[Start of Attachment]
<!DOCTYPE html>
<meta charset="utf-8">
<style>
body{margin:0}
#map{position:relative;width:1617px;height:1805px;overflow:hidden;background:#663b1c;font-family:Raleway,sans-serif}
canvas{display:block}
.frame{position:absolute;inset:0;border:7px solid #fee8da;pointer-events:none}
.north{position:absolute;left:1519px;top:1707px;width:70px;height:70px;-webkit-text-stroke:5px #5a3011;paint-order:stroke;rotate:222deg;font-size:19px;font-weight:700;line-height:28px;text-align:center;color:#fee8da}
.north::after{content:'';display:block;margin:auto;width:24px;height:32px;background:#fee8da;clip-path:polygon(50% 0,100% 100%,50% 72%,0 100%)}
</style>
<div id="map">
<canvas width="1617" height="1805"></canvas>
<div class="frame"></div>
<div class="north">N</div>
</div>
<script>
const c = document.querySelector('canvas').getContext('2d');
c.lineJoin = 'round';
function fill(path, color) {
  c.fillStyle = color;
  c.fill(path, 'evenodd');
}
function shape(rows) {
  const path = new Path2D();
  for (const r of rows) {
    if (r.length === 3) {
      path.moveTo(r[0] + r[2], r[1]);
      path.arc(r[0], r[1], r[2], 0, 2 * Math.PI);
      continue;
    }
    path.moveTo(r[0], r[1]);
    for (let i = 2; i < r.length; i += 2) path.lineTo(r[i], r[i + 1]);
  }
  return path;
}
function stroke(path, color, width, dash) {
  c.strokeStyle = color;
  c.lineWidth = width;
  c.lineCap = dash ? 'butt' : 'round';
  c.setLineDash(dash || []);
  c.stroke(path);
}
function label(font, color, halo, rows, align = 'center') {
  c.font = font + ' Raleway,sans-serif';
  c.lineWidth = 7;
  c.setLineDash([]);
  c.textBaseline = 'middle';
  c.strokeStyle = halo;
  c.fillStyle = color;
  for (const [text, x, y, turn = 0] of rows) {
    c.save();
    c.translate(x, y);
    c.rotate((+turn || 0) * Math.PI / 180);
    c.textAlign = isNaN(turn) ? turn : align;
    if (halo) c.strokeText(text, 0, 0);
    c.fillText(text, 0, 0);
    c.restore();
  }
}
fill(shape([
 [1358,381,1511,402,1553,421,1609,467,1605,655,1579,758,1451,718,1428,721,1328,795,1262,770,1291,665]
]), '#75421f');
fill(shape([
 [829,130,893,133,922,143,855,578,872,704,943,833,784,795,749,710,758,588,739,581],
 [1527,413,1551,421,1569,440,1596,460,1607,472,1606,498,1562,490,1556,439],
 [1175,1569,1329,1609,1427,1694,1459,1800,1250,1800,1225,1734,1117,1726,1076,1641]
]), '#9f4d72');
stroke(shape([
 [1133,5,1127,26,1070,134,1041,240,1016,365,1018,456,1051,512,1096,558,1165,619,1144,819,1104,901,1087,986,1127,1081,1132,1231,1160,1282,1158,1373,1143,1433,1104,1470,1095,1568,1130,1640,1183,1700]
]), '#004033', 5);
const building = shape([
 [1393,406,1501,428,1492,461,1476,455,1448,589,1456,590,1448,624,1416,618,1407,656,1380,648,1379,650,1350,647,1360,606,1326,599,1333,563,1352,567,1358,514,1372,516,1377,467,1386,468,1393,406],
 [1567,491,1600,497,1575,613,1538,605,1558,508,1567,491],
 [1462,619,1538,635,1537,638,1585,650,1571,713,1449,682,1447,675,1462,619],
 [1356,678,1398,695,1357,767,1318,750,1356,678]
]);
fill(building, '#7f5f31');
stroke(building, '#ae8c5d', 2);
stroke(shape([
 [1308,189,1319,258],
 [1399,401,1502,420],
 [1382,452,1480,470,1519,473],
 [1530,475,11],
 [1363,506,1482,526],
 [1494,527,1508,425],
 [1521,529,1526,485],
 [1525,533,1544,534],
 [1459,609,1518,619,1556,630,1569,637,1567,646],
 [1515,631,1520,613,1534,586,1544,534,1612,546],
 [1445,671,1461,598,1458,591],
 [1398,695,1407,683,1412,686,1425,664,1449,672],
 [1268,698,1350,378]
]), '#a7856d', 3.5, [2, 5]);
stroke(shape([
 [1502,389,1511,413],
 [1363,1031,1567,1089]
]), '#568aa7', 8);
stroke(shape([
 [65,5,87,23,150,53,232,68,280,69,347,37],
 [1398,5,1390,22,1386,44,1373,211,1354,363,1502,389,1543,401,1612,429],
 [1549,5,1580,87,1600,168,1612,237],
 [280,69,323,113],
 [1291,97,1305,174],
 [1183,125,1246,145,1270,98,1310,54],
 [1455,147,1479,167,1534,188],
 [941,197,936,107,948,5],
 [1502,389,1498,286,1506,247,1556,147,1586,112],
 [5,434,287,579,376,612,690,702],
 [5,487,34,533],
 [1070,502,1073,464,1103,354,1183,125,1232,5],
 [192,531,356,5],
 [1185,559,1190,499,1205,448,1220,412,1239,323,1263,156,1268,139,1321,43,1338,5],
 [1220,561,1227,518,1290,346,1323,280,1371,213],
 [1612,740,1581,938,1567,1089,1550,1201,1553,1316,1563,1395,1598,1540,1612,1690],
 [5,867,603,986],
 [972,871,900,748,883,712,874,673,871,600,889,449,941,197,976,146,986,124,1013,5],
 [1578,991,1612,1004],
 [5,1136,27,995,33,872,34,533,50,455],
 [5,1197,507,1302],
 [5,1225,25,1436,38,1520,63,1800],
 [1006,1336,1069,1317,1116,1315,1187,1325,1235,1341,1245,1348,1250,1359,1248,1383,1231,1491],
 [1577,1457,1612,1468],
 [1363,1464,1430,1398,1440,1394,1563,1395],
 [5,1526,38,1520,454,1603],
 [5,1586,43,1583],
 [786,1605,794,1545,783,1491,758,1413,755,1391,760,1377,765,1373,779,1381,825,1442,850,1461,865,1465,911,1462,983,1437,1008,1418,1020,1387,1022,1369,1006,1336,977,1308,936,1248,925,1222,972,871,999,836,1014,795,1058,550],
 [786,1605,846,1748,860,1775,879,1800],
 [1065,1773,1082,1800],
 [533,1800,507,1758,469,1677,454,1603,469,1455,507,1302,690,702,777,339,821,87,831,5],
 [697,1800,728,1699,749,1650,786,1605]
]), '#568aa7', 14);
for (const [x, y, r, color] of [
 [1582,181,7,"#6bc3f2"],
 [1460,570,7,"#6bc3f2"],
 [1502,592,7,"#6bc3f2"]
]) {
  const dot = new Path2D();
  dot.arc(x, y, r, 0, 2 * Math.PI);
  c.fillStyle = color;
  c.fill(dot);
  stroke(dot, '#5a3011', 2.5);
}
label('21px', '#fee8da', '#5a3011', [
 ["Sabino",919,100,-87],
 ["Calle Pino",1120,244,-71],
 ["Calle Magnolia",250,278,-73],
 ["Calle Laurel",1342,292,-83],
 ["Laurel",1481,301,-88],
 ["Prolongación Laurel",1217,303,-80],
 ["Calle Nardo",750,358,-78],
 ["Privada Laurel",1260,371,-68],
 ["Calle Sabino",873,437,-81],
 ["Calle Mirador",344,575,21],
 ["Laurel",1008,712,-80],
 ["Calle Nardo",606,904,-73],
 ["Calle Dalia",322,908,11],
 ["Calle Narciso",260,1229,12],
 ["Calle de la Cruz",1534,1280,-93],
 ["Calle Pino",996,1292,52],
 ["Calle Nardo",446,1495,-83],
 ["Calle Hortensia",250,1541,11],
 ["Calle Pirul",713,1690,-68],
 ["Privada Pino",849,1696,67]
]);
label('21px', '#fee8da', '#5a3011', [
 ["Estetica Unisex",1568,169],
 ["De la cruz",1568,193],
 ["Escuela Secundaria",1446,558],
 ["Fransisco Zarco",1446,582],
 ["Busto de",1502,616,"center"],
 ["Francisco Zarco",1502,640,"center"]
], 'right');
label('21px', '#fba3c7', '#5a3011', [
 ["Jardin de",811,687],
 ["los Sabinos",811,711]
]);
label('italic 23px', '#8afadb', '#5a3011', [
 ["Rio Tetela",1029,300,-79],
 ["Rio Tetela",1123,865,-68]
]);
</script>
[End of Attachment]
Task description:
Copy out each line in the listing that has the word "Math".

Answer space:
      path.arc(r[0], r[1], r[2], 0, 2 * Math.PI);
    c.rotate((+turn || 0) * Math.PI / 180);
  dot.arc(x, y, r, 0, 2 * Math.PI);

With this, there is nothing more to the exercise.